Getting back into the swing of things at the beginning of a new school year is often challenging for many students, gifted or not. The freedom of summertime gives students a chance to unwind and learn in different ways. Gifted students often have the freedom to be themselves whether that means digging deeper into areas of interest or exploring new adventures on the spur of the moment. The structure of the school day confines subjects to specific periods of time whether that time is enough or not. For gifted students, having 30 minutes of science a few times a week may be woefully inadequate and may prevent the deeper exploration they crave. Most teachers also wish they had more time to allow students to explore.
Some teachers extract more freedom for student learning by tweaking a few things in their classroom. While it isn’t always easy, and doesn’t work for everyone, it is worth considering. The gifted student may want to ask their teacher about these practices if they are not part of the classroom.
Three ways to tweak a schedule full of mandated curriculum is to consider the following:
classroom layout, efficient schedule, and student free time. An effective classroom layout provides an environment where there are few classroom traffic jams when students are moving about the room, and where the resources are easily accessible. Many teachers (and students) try several setups before finding one that works well. Since some gifted students do not like change it is a good idea to give students notice before doing this.
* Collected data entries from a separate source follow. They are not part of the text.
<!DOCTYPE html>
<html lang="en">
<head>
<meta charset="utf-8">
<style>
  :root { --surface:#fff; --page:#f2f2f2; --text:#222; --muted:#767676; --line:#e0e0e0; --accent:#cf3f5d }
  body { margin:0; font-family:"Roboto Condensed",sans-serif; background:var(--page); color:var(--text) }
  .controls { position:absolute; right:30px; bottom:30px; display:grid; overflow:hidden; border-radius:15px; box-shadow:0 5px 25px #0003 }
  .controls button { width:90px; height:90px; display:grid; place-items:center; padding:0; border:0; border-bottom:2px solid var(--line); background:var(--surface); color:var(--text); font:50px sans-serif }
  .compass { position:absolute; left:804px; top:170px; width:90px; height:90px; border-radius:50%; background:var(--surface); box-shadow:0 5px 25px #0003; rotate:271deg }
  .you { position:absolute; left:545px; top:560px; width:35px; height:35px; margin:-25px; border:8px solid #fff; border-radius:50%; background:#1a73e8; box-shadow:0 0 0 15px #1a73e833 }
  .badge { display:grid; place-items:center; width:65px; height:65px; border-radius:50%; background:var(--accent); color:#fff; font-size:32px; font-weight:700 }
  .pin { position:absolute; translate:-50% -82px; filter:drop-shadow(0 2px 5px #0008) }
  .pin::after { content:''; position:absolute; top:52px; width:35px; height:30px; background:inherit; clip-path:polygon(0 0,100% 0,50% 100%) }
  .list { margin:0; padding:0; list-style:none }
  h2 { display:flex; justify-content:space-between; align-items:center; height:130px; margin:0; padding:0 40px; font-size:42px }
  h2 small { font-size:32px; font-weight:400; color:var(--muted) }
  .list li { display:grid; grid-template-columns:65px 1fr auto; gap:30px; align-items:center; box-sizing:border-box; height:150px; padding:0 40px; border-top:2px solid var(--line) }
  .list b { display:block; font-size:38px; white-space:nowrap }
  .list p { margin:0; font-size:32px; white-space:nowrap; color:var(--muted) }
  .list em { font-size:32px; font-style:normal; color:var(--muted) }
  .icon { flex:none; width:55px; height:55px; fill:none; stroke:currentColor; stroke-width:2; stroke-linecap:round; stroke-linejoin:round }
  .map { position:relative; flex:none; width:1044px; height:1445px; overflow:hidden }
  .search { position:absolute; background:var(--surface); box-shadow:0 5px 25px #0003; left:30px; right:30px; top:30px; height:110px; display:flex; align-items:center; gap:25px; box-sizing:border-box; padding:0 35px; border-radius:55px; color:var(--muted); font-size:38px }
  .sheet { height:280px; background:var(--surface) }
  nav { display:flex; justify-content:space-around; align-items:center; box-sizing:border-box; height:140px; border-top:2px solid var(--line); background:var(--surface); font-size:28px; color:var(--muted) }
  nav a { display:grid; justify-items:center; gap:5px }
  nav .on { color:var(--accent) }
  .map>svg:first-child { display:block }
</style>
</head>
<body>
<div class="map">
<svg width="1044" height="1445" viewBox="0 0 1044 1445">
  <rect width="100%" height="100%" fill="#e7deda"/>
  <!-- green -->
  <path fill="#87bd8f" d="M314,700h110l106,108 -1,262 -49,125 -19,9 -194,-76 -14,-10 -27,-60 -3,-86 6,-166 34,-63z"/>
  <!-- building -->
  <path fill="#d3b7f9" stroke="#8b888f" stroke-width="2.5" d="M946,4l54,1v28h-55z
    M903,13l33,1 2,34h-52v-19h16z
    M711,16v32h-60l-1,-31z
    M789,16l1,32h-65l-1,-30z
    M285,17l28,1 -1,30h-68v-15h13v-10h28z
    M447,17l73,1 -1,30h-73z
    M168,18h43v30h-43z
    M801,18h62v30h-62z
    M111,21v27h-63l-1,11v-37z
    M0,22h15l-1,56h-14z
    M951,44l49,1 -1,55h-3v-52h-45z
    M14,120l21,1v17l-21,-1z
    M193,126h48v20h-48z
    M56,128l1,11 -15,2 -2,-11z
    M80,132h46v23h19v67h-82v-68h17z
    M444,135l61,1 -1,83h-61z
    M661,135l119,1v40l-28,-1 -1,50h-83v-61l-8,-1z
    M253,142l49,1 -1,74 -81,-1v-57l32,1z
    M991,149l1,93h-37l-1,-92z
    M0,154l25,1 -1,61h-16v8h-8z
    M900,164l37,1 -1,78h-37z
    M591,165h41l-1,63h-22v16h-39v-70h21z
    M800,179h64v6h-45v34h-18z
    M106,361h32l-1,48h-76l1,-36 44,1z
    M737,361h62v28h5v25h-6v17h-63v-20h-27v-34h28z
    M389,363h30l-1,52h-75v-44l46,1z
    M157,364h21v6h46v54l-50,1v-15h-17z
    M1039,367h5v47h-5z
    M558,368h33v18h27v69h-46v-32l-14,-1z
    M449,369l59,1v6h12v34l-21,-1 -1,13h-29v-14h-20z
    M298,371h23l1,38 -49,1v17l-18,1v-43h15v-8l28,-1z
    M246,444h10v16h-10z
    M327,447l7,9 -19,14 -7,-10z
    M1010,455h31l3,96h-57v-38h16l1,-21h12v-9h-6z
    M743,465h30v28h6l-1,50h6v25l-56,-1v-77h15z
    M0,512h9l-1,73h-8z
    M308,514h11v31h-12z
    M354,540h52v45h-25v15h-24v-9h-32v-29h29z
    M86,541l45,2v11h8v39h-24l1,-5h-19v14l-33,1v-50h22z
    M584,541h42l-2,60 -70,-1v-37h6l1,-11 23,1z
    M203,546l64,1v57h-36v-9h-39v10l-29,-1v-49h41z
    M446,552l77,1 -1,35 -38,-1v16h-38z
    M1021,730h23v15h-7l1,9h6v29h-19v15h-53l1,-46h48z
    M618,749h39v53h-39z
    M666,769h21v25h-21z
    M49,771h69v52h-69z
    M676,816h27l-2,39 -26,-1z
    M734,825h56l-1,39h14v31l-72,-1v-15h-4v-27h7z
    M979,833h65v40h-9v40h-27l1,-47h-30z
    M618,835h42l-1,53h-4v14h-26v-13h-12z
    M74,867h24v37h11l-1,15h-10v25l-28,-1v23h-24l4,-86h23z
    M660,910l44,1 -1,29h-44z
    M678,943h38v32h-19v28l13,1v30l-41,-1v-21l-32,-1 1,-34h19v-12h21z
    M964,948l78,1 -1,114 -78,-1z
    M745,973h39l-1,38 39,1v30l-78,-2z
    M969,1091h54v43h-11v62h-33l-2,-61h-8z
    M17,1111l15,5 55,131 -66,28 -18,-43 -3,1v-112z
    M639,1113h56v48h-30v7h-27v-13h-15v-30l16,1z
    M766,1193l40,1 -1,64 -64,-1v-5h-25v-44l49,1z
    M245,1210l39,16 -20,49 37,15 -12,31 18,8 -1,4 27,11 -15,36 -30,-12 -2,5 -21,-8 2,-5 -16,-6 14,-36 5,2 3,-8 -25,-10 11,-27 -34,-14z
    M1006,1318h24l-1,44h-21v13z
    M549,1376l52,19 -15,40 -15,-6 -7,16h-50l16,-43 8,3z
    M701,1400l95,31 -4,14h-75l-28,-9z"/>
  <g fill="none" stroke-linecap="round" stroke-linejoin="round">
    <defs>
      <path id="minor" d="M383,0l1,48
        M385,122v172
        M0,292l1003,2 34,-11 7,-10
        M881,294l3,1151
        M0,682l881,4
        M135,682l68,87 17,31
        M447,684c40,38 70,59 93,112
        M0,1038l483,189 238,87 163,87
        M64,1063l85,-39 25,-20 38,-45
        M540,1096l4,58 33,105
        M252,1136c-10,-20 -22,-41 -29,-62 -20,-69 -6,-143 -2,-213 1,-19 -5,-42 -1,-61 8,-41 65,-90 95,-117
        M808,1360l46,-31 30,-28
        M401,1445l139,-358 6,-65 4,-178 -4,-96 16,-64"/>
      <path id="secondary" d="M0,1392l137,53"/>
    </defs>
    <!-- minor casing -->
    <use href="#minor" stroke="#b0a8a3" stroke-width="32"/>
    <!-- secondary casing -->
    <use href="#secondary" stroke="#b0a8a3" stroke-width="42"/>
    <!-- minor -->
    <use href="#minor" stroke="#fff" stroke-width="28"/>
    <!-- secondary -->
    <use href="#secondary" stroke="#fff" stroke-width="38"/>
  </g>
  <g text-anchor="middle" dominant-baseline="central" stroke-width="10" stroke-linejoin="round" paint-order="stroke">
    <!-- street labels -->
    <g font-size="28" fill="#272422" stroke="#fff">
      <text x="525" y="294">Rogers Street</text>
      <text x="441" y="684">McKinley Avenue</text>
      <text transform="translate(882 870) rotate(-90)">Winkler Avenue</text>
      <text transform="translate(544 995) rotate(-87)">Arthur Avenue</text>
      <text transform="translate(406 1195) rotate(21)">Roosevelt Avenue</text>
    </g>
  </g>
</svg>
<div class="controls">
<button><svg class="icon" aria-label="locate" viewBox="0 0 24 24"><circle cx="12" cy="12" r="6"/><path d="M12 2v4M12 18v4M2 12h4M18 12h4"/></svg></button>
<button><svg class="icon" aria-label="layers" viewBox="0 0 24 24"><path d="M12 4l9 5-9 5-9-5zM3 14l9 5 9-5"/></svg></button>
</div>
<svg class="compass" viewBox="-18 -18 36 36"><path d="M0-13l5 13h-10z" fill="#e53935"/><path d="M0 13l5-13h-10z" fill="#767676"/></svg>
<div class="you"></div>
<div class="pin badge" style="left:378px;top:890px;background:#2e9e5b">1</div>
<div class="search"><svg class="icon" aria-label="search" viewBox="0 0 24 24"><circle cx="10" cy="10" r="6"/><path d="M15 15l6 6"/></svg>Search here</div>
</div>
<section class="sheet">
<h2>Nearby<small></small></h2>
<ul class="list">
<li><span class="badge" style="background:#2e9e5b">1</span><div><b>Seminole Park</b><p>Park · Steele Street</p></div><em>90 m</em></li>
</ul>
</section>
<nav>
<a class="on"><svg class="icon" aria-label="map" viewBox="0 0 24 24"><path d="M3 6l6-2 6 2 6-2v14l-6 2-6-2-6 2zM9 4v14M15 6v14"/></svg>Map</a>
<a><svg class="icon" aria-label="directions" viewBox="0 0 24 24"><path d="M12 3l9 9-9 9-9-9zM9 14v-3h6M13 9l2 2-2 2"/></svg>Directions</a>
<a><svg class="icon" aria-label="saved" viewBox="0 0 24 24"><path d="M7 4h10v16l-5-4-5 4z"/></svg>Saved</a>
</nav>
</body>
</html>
An efficient schedule makes use of every minute during the school day, squeezing out time for student free time for deeper learning. Grouping similar subjects or learning tasks in the elementary classroom can cut down time for moving around the classroom and getting out new supplies. This may give a few minutes of extra time to use for further learning. In the middle or high school this is more difficult because of the school schedule, but there could be some time during a class to give students further exploration time. While these steps may not work for all classrooms, one or two may work for some and benefit all students in the class, including gifted students.